Task directions
Output every line below as it stands, dropping only the images.

Data extract
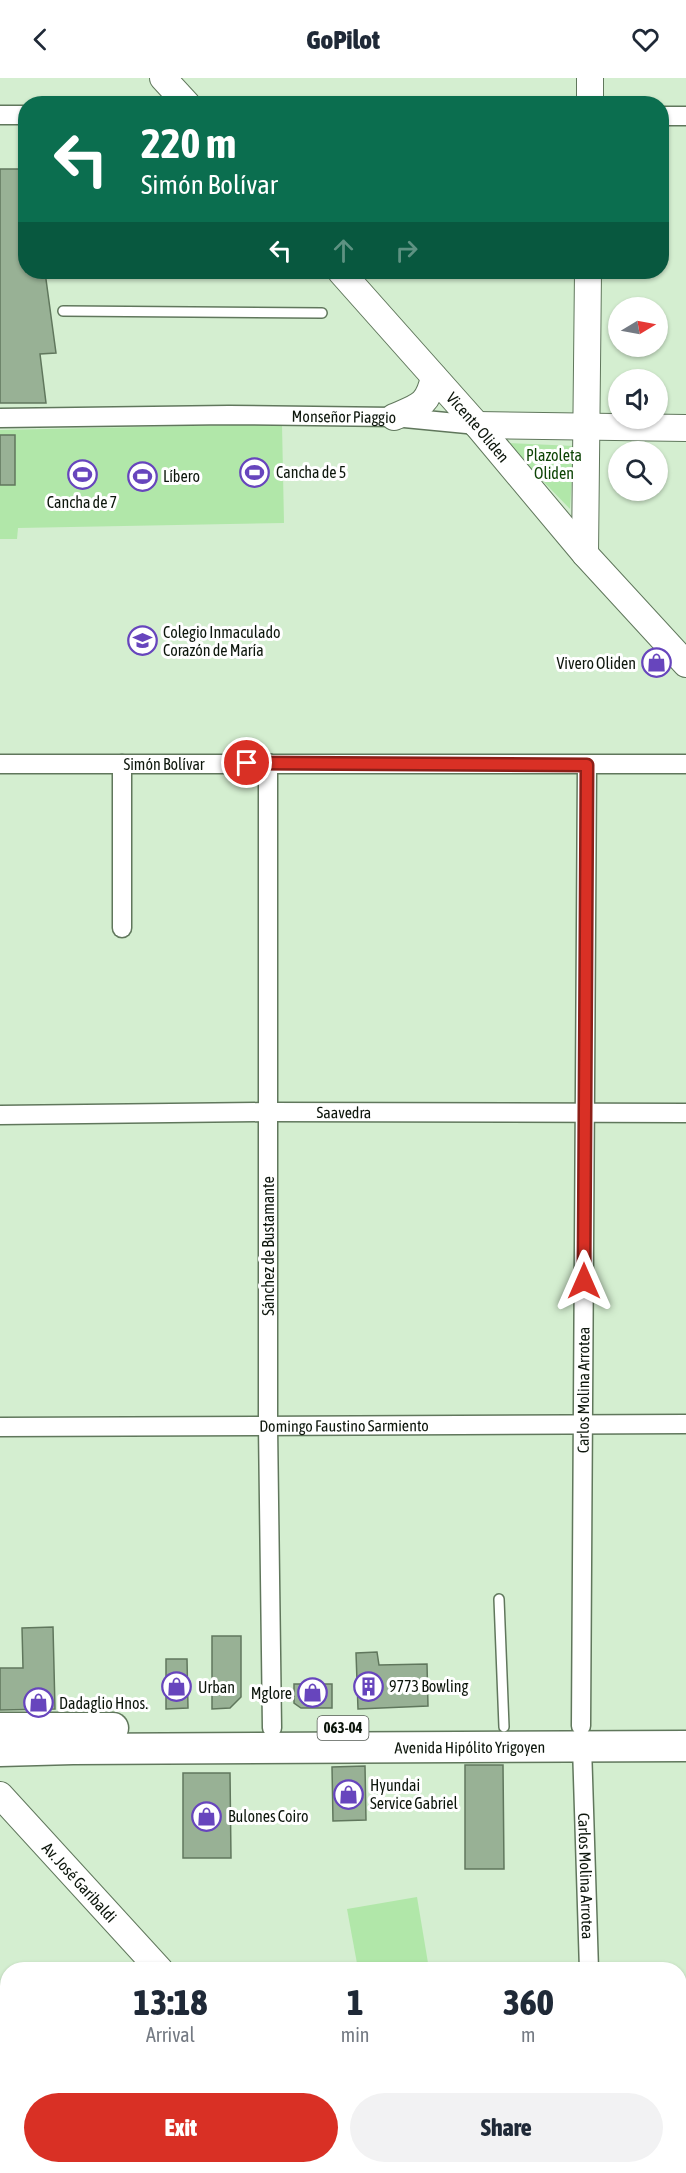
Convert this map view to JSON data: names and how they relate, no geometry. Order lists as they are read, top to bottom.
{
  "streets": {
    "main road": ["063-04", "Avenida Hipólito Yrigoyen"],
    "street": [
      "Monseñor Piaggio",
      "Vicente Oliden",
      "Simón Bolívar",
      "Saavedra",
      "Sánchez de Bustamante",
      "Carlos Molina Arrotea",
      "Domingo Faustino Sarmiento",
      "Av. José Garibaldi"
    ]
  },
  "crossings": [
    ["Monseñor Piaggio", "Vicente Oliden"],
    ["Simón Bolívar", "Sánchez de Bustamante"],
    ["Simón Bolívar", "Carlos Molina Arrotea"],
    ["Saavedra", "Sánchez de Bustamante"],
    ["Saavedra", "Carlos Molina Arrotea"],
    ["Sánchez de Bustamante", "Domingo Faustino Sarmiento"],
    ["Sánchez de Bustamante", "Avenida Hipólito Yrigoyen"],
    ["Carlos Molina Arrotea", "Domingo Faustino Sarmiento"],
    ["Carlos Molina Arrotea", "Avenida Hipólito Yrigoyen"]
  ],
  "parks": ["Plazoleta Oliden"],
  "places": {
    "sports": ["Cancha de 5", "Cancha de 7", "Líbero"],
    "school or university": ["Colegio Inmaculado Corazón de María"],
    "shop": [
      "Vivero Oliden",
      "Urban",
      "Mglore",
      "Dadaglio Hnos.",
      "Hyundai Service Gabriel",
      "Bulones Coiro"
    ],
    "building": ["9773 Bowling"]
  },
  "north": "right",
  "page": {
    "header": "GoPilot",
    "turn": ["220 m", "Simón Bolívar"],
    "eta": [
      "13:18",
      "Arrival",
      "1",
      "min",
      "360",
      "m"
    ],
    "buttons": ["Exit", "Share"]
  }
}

Reply to the exercise
Convert this map view to JSON data: names and how they relate, no geometry. Order lists as they are read, top to bottom.
{
  "streets": {
    "main road": ["063-04", "Avenida Hipólito Yrigoyen"],
    "street": [
      "Monseñor Piaggio",
      "Vicente Oliden",
      "Simón Bolívar",
      "Saavedra",
      "Sánchez de Bustamante",
      "Carlos Molina Arrotea",
      "Domingo Faustino Sarmiento",
      "Av. José Garibaldi"
    ]
  },
  "crossings": [
    ["Monseñor Piaggio", "Vicente Oliden"],
    ["Simón Bolívar", "Sánchez de Bustamante"],
    ["Simón Bolívar", "Carlos Molina Arrotea"],
    ["Saavedra", "Sánchez de Bustamante"],
    ["Saavedra", "Carlos Molina Arrotea"],
    ["Sánchez de Bustamante", "Domingo Faustino Sarmiento"],
    ["Sánchez de Bustamante", "Avenida Hipólito Yrigoyen"],
    ["Carlos Molina Arrotea", "Domingo Faustino Sarmiento"],
    ["Carlos Molina Arrotea", "Avenida Hipólito Yrigoyen"]
  ],
  "parks": ["Plazoleta Oliden"],
  "places": {
    "sports": ["Cancha de 5", "Cancha de 7", "Líbero"],
    "school or university": ["Colegio Inmaculado Corazón de María"],
    "shop": [
      "Vivero Oliden",
      "Urban",
      "Mglore",
      "Dadaglio Hnos.",
      "Hyundai Service Gabriel",
      "Bulones Coiro"
    ],
    "building": ["9773 Bowling"]
  },
  "north": "right",
  "page": {
    "header": "GoPilot",
    "turn": ["220 m", "Simón Bolívar"],
    "eta": [
      "13:18",
      "Arrival",
      "1",
      "min",
      "360",
      "m"
    ],
    "buttons": ["Exit", "Share"]
  }
}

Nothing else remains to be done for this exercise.